Wednesday, 10 November 2010



Question: Is it at all possible to put on screen a concept as abstract and non-visual as the history of language - going backwards in time to the most primitive tongues and beyond? Answer: probably not. Certainly not if you're going to try and tie it to a vaguely fantastical narrative, which is what no less an auteur than Francis Ford Coppola seemingly tries to do. And it really doesn't work.

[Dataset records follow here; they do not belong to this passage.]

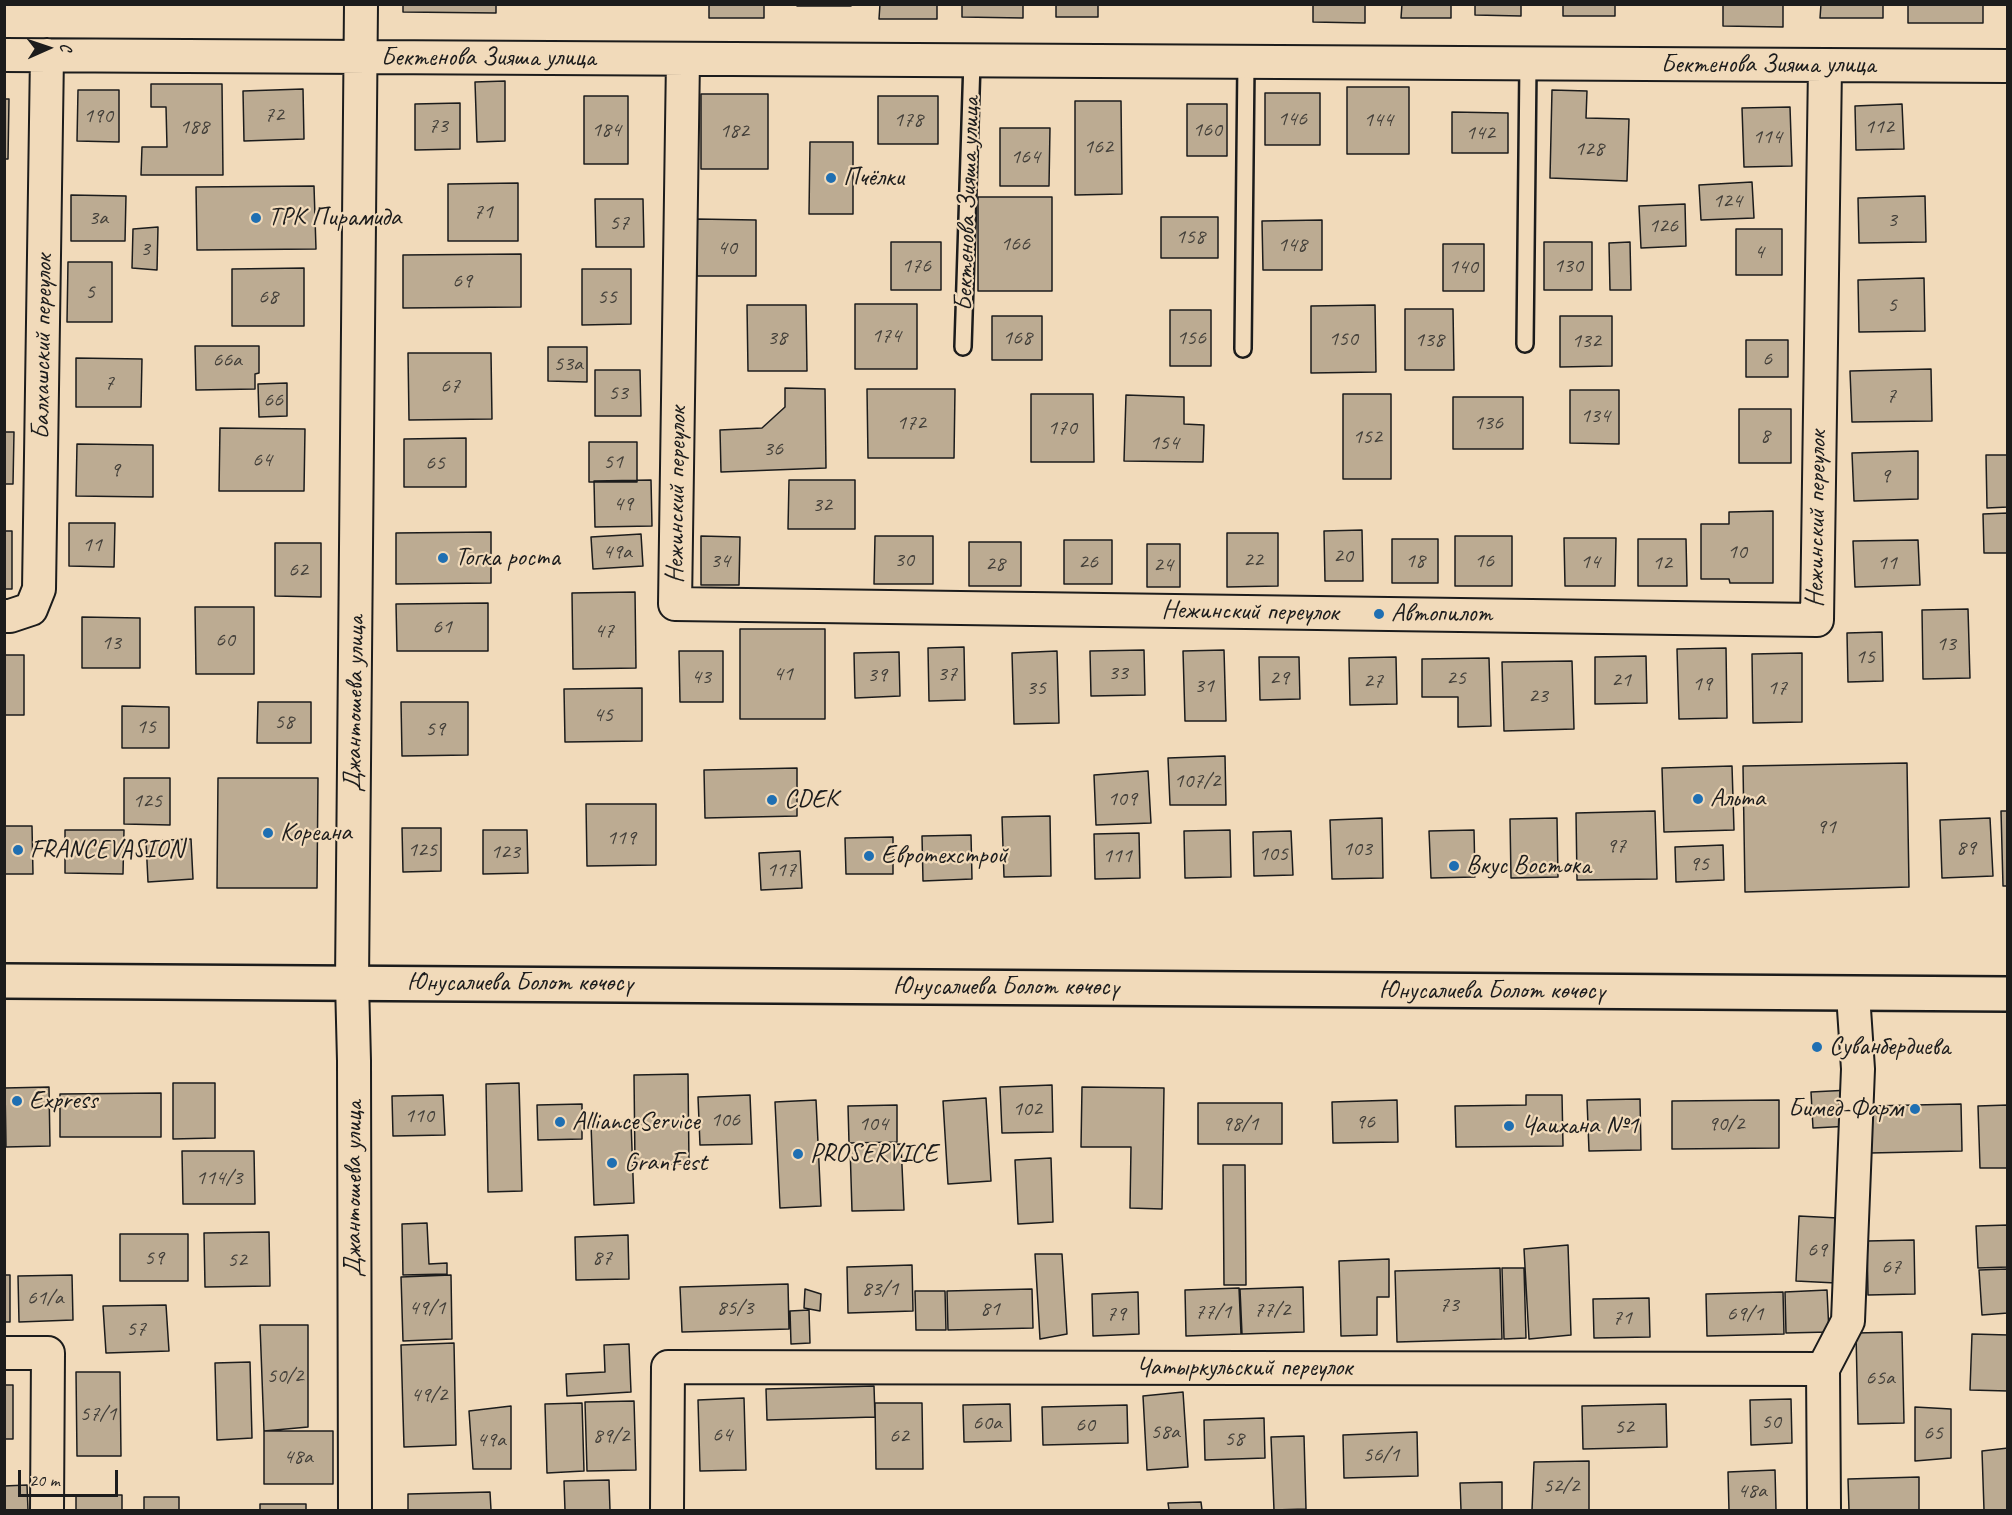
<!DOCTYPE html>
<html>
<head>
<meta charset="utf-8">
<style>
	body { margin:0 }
	#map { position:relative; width:2012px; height:1515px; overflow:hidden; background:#f1daba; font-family:Caveat,sans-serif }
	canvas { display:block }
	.frame { position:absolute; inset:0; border:6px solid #1c1c1c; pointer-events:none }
	.north { position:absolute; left:18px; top:18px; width:60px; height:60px; -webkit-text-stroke:4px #f1daba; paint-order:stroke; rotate:87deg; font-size:16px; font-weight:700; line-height:24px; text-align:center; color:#1c1c1c }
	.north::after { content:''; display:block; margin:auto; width:21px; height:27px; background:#1c1c1c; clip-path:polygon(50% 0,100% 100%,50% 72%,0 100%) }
	.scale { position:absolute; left:18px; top:1470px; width:100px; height:27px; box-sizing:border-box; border:3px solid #1c1c1c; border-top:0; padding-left:8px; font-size:18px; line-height:21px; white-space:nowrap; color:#1c1c1c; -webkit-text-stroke:4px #f1daba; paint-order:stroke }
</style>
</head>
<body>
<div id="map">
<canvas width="2012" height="1515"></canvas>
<div class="frame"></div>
<div class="north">С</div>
<div class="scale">20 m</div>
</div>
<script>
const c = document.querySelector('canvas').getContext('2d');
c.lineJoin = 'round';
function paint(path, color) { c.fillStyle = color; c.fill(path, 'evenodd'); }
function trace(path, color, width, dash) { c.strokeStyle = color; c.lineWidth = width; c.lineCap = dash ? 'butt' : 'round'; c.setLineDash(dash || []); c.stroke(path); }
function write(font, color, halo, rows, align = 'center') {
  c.font = font + ' Caveat,sans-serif'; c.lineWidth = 4.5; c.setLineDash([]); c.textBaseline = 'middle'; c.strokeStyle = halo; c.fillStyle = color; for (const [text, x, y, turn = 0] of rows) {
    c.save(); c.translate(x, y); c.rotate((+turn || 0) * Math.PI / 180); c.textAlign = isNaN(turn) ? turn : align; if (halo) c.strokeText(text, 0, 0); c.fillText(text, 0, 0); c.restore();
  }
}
const building = new Path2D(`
	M403,4h93v9l-93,-1z
	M709,4h55v14h-55z
	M797,4h54v2h-54z
	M880,4h57v15h-58z
	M962,4h61v14l-61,-1z
	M1056,4h42v13h-42z
	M1313,4h52v19l-52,-1z
	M1402,4h49v14h-50z
	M1475,4h46v12l-46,-1z
	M1563,4h52v12h-52z
	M1723,4h60v23l-60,-1z
	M1821,4h62v14h-63z
	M1908,4h75v19h-75z
	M505,81v60l-28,1 -2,-60z
	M151,84h71l1,91h-82l1,-28h25l-1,-40h-15z
	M1347,87h62v67h-62z
	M303,89l1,50 -60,2 -1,-50z
	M78,90h41v52l-42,-1z
	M1552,90l35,1 -1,27 43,1 -2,62 -77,-3z
	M1265,93h55v52h-55z
	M701,94h67v75h-67z
	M584,96h44v68h-44z
	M878,96h60v48h-60z
	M4,99h5l-1,60h-4z
	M1075,101h46l1,93 -47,1z
	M460,103v46l-45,1v-46z
	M1187,104h40v52h-40z
	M1902,104l2,45 -48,1 -1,-44z
	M1790,107l2,59 -48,1 -2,-59z
	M1452,112l56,1v40h-56z
	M1000,128h50l-1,58h-49z
	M810,142h43v72h-44z
	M1752,182l2,36 -53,2 -2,-35z
	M518,183v58h-70v-57z
	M314,186l2,63 -119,1 -1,-63z
	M71,195l55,1 -1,45h-54z
	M1925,196l1,46 -67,1 -1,-45z
	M978,197h74v94h-74z
	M595,199h48l1,48h-48z
	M1685,204l1,42 -45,2 -2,-42z
	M1161,217h57v41h-57z
	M697,219l59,1v56h-59z
	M1322,220v50h-59l-1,-49z
	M158,227l-1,43 -25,-2 1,-39z
	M1736,229h46v46h-46z
	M891,242h50v48h-50z
	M1544,242h48v48h-48z
	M1630,242l1,48h-21l-1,-47z
	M1443,244h41v47h-41z
	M521,254v53l-118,1v-53z
	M68,262h44v60h-45z
	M304,268v58h-72v-57z
	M582,269h49v55l-49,1z
	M1924,278l1,53 -66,1 -1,-52z
	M855,304h62v65h-62z
	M747,305h59l1,66h-59z
	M1375,305l1,67 -65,1v-67z
	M1405,309h48l1,61h-49z
	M1170,310h41v56h-41z
	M992,316h50v44h-50z
	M1560,316h52v50l-52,1z
	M1746,340h42v37h-42z
	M195,346h64v27l-4,1v15l-59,1z
	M548,347h39v35l-39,-1z
	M408,353h83l1,66 -83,1z
	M76,358l66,1 -1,48h-65z
	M1931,369l1,52 -80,1 -2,-51z
	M595,370h45l1,46h-46z
	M287,383v33l-28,1 -1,-33z
	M785,388l40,1 1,79 -105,4 -1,-42 42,-2 23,-21z
	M867,389h88l-1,69h-86z
	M1570,390h49v54l-49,-1z
	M1031,394h62l1,68h-63z
	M1343,394h48v85h-48z
	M1126,395l58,2v27l20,1 -1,37 -79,-1z
	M1453,397h70v52h-70z
	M1739,409h52v54h-52z
	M220,428l85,1 -1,62h-85z
	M4,432h10l-1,52h-9z
	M466,438v49h-62v-48z
	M589,442h48v40h-48z
	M77,444l76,1v52l-77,-1z
	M1918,451v48l-64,2 -2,-48z
	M1986,455h22v52l-21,1z
	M651,480l1,46 -57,1 -1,-46z
	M789,480h66v49h-67z
	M1773,511v72h-43l-1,-4h-28v-55h28v-12z
	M2008,513v40h-24l-1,-39z
	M69,523h46l-1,44 -45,-1z
	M1362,530l1,51h-38l-1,-50z
	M4,531h8v58h-8z
	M491,532v51l-95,1v-51z
	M1227,533h51v53l-51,1z
	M641,534l2,32 -50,3 -2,-32z
	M701,536l39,1 -1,48h-38z
	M875,536h58v48h-59z
	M1455,536h57v50h-57z
	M1564,538h52l-1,48h-50z
	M1392,539h46v44h-46z
	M1638,539h48l1,47h-49z
	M1064,540h48v44h-48z
	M1918,540l2,45 -65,2 -2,-46z
	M969,542h52v44h-52z
	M275,543h46v54l-46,-1z
	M1147,544h33v43h-33z
	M635,592l1,76 -63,1 -1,-76z
	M488,603v48h-91l-1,-47z
	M195,607h59v67h-58z
	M1968,609l2,69 -47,1 -1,-69z
	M82,617l58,1v50h-58z
	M740,629h85v90h-85z
	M1882,632l1,49 -35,1 -1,-49z
	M964,647l1,53 -36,1 -1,-53z
	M1726,648l1,70 -48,1 -2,-70z
	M1144,650l1,45 -54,1 -1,-45z
	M1224,650l2,71h-41l-2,-70z
	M679,651h44v51h-43z
	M1057,651l2,72 -45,1 -2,-71z
	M899,652l1,44 -45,2 -1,-45z
	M1802,653v69l-49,1 -1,-69z
	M4,655h20v60h-20z
	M1646,656l1,47 -52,1v-47z
	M1259,657h40l1,42 -40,1z
	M1396,657l1,47 -47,1 -1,-47z
	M1489,658l2,68 -33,1v-30h-36v-38z
	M1572,661l2,68 -70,2 -2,-69z
	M642,688v53l-77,1 -1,-53z
	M258,702h53v41h-54z
	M401,702h67v53l-66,1z
	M122,706l47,1v41h-47z
	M1225,756l1,49h-56l-2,-47z
	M1907,763l2,124 -164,5 -2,-126z
	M1732,766l2,64 -70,2 -2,-64z
	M797,768v48l-92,2 -1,-48z
	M1148,771l3,52 -55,2 -2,-50z
	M124,778h46v47l-46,-1z
	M218,778h100l-1,110h-100z
	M586,804h70v61l-69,1z
	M1655,811l2,68 -80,1 -1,-67z
	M2001,811h7v75h-5z
	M1050,816l1,60 -47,1 -2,-60z
	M1382,818l1,60 -51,1 -2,-59z
	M1557,818l1,59 -47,1 -1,-59z
	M1990,818l3,58 -51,2 -2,-58z
	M4,826h28l1,48h-29z
	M402,828h39v43l-38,1z
	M65,830h59l-1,44 -58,-1z
	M483,830h44l1,43 -45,1z
	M1230,830l1,47 -46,1 -1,-47z
	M1474,830l1,47 -44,1 -2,-47z
	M1291,831l2,44 -39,1 -1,-44z
	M1139,833l1,45 -45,1 -1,-45z
	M971,835l1,44 -49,2 -1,-45z
	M893,837v37h-47l-1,-36z
	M191,839l2,40 -45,3 -2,-41z
	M1723,845l1,35 -48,2 -1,-35z
	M800,851l2,37 -41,2 -2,-37z
	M688,1074l1,90 -54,1 -1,-90z
	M173,1083h42v55l-42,1z
	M519,1083l3,108 -34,1 -2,-108z
	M1052,1085l1,47 -51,1 -2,-46z
	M49,1087l1,59 -44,1 -1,-59z
	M1082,1087l82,1 -2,121 -32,-1 1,-61h-50z
	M1850,1090l2,36 -39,2 -2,-36z
	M161,1093v44h-101v-43z
	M443,1095l2,40 -52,1 -1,-40z
	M750,1095l2,49 -52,1 -2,-48z
	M1526,1095h36l1,51 -107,1 -1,-41 71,-1z
	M986,1098l5,83 -43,3 -5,-83z
	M1640,1099l1,51 -52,1 -2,-51z
	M816,1100l5,106 -41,2 -5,-106z
	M1397,1100l1,42 -65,1 -1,-41z
	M1779,1100v48l-107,1v-48z
	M1198,1103h84v41h-84z
	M582,1104v35l-44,1 -1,-35z
	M1961,1104l1,47 -92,2 -1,-47z
	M897,1105v37l-48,1 -1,-37z
	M2008,1105v63h-28l-2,-62z
	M631,1122l3,81 -40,2 -3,-81z
	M901,1144l3,66 -52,1 -2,-65z
	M182,1151h72l1,53h-72z
	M1051,1158l2,64 -35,2 -3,-64z
	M1223,1165h22l1,120h-22z
	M1799,1216l39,2 -2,65 -40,-2z
	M427,1223l2,41 18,-1v11l-44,1 -1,-51z
	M2008,1225v42l-30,1 -2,-42z
	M269,1232l1,54 -65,1 -1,-54z
	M120,1234h68v47h-68z
	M628,1235l1,44 -53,1 -1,-43z
	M1914,1240l1,54 -47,1 -1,-54z
	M1568,1245l3,90 -42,4 -5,-90z
	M1035,1254h27l5,80 -27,5z
	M1389,1259v38h-12v38l-36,1 -2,-75z
	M912,1265l1,46 -65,2 -1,-46z
	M1500,1268l2,71 -105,3 -2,-71z
	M1502,1268h22l2,70 -22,1z
	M2008,1269v44l-26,2 -3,-45z
	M4,1275h6v47h-6z
	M72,1275l1,45 -54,2 -1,-46z
	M451,1275l1,64 -49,2 -2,-64z
	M788,1284l1,45 -107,3 -2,-45z
	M1303,1287l1,45 -62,2 -2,-45z
	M1239,1288l2,46 -55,2 -1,-46z
	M805,1289l16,5 -1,17 -16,-3z
	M1032,1289l1,39 -85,2 -1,-39z
	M1827,1290l2,42 -43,1 -1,-41z
	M915,1291h30l1,39h-30z
	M1138,1292l1,42 -46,2 -1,-42z
	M1783,1292l1,42 -77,2 -1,-42z
	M1649,1298l1,39 -56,1 -1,-39z
	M166,1305l3,46 -63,2 -3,-47z
	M809,1310l1,33 -19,1 -1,-33z
	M260,1325h48v102l-44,4z
	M1902,1332l2,91 -46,1 -2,-91z
	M1972,1334l36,1v56l-38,-1z
	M454,1343l2,102 -52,2 -3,-102z
	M629,1344l2,48 -64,4 -1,-22 39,-2 -1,-27z
	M250,1362l2,76 -35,2 -2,-77z
	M76,1372h44l1,84h-44z
	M4,1385h9v54h-9z
	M874,1386l1,31 -108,3 -1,-31z
	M1183,1392l5,75 -41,3 -4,-74z
	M744,1398l2,72 -46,1 -2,-71z
	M1791,1399l1,44 -41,2 -1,-45z
	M634,1401l2,69 -49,1 -2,-69z
	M582,1403l2,68 -37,2 -2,-69z
	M875,1403h47l1,66h-47z
	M1010,1404l1,37 -47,1 -1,-37z
	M1666,1404l1,43 -84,2 -1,-43z
	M1127,1405l1,38 -85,2 -1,-38z
	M511,1406v63h-38l-4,-58z
	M1915,1407l36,2v49l-36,3z
	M1264,1418l1,40 -60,2 -1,-40z
	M264,1431h69v53h-69z
	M1417,1432l1,44 -74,2 -1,-43z
	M1304,1436l2,73 -32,1 -3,-73z
	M2008,1448v62h-24l-2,-59z
	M1589,1461v49h-57l2,-48z
	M1775,1470l1,40h-47l-1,-38z
	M1919,1477v33h-70l-1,-31z
	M609,1480l1,30h-45l-1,-29z
	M1502,1482v28h-41l-1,-27z
	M27,1485l1,25h-24v-24z
	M490,1492l1,18h-83v-16z
	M76,1495h46v15h-46z
	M144,1497h35v13h-35z
	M1201,1502l1,8h-33l-1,-7z
	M260,1504h46v6h-46z`);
paint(building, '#bcab92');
trace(building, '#1c1c1c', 1.5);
const lane = new Path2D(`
	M1525,344l3,-280
	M963,347l9,-286
	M1243,349l3,-287`);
const street = new Path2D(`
	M4,55l2004,11
	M683,59l-8,545 1142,16 8,-554
	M4,616h6l21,-7 8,-20 8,-534
	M4,1353h44l-1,157
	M1823,1369l25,-48 10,-252 -5,-75
	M355,1510l-1,-449 -2,-79 9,-978
	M667,1510l1,-143 1155,2 1,141`);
const primary = new Path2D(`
	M4,981l2004,13`);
trace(lane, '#1c1c1c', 20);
trace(street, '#1c1c1c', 36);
trace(primary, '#1c1c1c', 38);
trace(lane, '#f1daba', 15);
trace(street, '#f1daba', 32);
trace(primary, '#f1daba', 33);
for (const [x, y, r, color] of [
	[831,178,6,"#1f6fb2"],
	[256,218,6,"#1f6fb2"],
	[443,558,6,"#1f6fb2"],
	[1379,614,6,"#1f6fb2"],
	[1698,799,6,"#1f6fb2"],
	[772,800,6,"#1f6fb2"],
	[268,833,6,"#1f6fb2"],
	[18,850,6,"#1f6fb2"],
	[869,856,6,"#1f6fb2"],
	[1454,866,6,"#1f6fb2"],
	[1817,1047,6,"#1f6fb2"],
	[17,1101,6,"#1f6fb2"],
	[1915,1109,6,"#1f6fb2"],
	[560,1122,6,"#1f6fb2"],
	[1509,1126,6,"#1f6fb2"],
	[798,1154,6,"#1f6fb2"],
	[612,1163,6,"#1f6fb2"]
]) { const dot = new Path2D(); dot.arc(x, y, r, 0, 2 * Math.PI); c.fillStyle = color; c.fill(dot); trace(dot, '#f1daba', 2); }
write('22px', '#44403a', null, [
	["72",274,115],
	["190",98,116],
	["146",1292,119],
	["178",908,120],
	["144",1378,120],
	["73",438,126],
	["188",194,127],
	["112",1879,127],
	["184",606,130],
	["160",1207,130],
	["182",734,131],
	["142",1480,133],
	["114",1767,137],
	["162",1098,147],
	["128",1589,149],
	["164",1025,157],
	["124",1727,201],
	["71",483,212],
	["3a",98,218],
	["3",1892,220],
	["57",619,223],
	["126",1663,226],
	["158",1190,237],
	["166",1015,244],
	["148",1292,245],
	["40",727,248],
	["3",145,249],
	["4",1759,252],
	["176",916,266],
	["130",1568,266],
	["140",1463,267],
	["69",462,281],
	["5",90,292],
	["68",268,297],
	["55",607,297],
	["5",1892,305],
	["174",886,336],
	["38",777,338],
	["168",1017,338],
	["156",1191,338],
	["150",1343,339],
	["138",1429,340],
	["132",1586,341],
	["6",1767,359],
	["66a",227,360],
	["53а",568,364],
	["7",109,383],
	["67",450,386],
	["53",618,393],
	["7",1891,396],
	["66",273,400],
	["134",1595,416],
	["172",911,423],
	["136",1488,423],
	["170",1062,428],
	["8",1765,436],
	["152",1367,437],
	["154",1164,443],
	["36",773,449],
	["64",262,460],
	["51",613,462],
	["65",435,463],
	["9",115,470],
	["9",1885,476],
	["49",623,504],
	["32",822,505],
	["11",92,545],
	["49а",617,552],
	["10",1737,552],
	["20",1343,556],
	["30",904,560],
	["22",1253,560],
	["34",720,561],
	["18",1415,561],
	["16",1484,561],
	["26",1088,562],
	["14",1590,562],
	["12",1662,563],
	["11",1887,563],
	["28",995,564],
	["24",1163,565],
	["62",298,570],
	["61",442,627],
	["47",604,631],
	["60",225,640],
	["13",111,643],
	["13",1946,644],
	["15",1865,657],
	["33",1118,673],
	["41",783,674],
	["37",947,674],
	["39",877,675],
	["43",701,677],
	["29",1279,678],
	["25",1456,678],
	["21",1621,680],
	["27",1373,681],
	["19",1702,684],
	["31",1204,686],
	["35",1036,688],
	["17",1777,688],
	["23",1538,696],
	["45",603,715],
	["58",284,722],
	["15",146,727],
	["59",435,729],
	["107/2",1197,781],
	["109",1122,799],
	["125",147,801],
	["91",1826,827],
	["119",621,838],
	["97",1616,846],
	["89",1966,848],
	["103",1357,849],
	["125",422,850],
	["123",505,852],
	["105",1273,854],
	["111",1117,856],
	["95",1699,864],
	["117",781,870],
	["102",1027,1109],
	["110",419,1116],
	["106",725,1120],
	["96",1365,1122],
	["104",873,1124],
	["98/1",1240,1124],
	["90/2",1726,1124],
	["114/3",219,1178],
	["69",1817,1250],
	["59",154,1258],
	["87",602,1258],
	["52",237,1260],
	["67",1891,1267],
	["83/1",880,1289],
	["61/а",45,1298],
	["73",1449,1305],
	["49/1",427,1308],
	["85/3",735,1308],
	["81",990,1309],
	["77/2",1272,1310],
	["77/1",1213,1312],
	["79",1116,1314],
	["69/1",1745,1314],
	["71",1622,1318],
	["57",136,1329],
	["50/2",285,1376],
	["65а",1880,1378],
	["49/2",429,1395],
	["57/1",98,1414],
	["50",1771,1422],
	["60а",987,1423],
	["60",1085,1425],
	["52",1624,1427],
	["58а",1165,1432],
	["65",1933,1433],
	["64",722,1435],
	["89/2",611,1436],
	["62",899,1436],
	["58",1234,1439],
	["49а",491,1440],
	["56/1",1381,1455],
	["48а",298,1457],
	["52/2",1561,1486],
	["48а",1752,1491]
]);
write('26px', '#1c1c1c', '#f1daba', [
	["Бектенова Зияша улица",488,58],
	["Бектенова Зияша улица",1768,65],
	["Бектенова Зияша улица",968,204,-88],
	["Балхашский переулок",43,347,-89],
	["Нежинский переулок",677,495,-89],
	["Нежинский переулок",1817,519,-89],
	["Нежинский переулок",1250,612,1],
	["Джантошева улица",355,704,-89],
	["Юнусалиева Болот көчөсү",520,983],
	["Юнусалиева Болот көчөсү",1006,987],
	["Юнусалиева Болот көчөсү",1492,991],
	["Джантошева улица",354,1189,-90],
	["Чатыркульский переулок",1244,1368]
]);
write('26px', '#1c1c1c', '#f1daba', [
	["Пчёлки",843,178],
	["ТРК Пирамида",268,218],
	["Тогка роста",455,558],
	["Автопилот",1391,614],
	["Альта",1710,799],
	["CDEK",784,800],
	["Кореана",280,833],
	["FRANCEVASION",30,850],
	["Евротехстрой",881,856],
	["Вкус Востока",1466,866],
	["Суванбердиева",1829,1047],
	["Express",29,1101],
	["Бимед-Фарм",1903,1109,"right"],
	["AllianceService",572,1122],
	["Чаихана №1",1521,1126],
	["PROSERVICE",810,1154],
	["GranFest",624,1163]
], 'left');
</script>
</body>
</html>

In the frankly meaninglessly titled Youth Without Youth, it's 1938 and an elderly linguistics professor (Tim Roth) is struck by lightning in the street and wakes up middle-aged. His doctor closets Roth away as a medical miracle, not wanting him to fall into the hands of the Nazis, and he continues to work at his book about the development of spoken language. After the war he meets up with a woman who talks in Sanskrit and who appears to be possessed by the spirit of an Indian mystic. But she seems to be getting older even as Roth stays young, so he really feels he has to leave her, ever though the languages she keeps lurching into are getting older and are providing him with invaluable material for his book. And then, years later, he goes home. Or does he?

What did actually happen? In all truth I have no idea and if I'd seen it at a cinema I'd assume a couple of reels had been switched around. It's utterly baffling and I genuinely don't think there's a point to it. It feels like a free-writing exercise, where you start writing and keep going without editing or refining; when I did that in the past I wrote pages and pages of stuff before realising what it was actually about. In those pages, there may have been good individual lines or scenes or characters, but they're surrounded by acres of utter bunk. And in Youth Without Youth there are a few interesting ideas but they're submerged in the reams of incomprehensible waffle.

More damagingly, it isn't even interesting incomprehensible waffle. It's monumentally dull incomprehensible waffle. And it goes on for two hours not making a blind bit of sense and - Spoiler Alert - finally has one of those annoying endings in which everything we've seen might not have even happened. I've never been a fan of movies that "didn't really happen" or "it's all in his/her head" or "it was all a dream", because it means the writer doesn't necessarily have to abide by logic or plausibility. In this instance there's no logic, there's no plausibility and you come away from it not just annoyed at having wasted two hours, but angry because it's from Francis Ford Coppola! I know you can't get The Godfather every time but it should still be some kind of coherent. Terrible.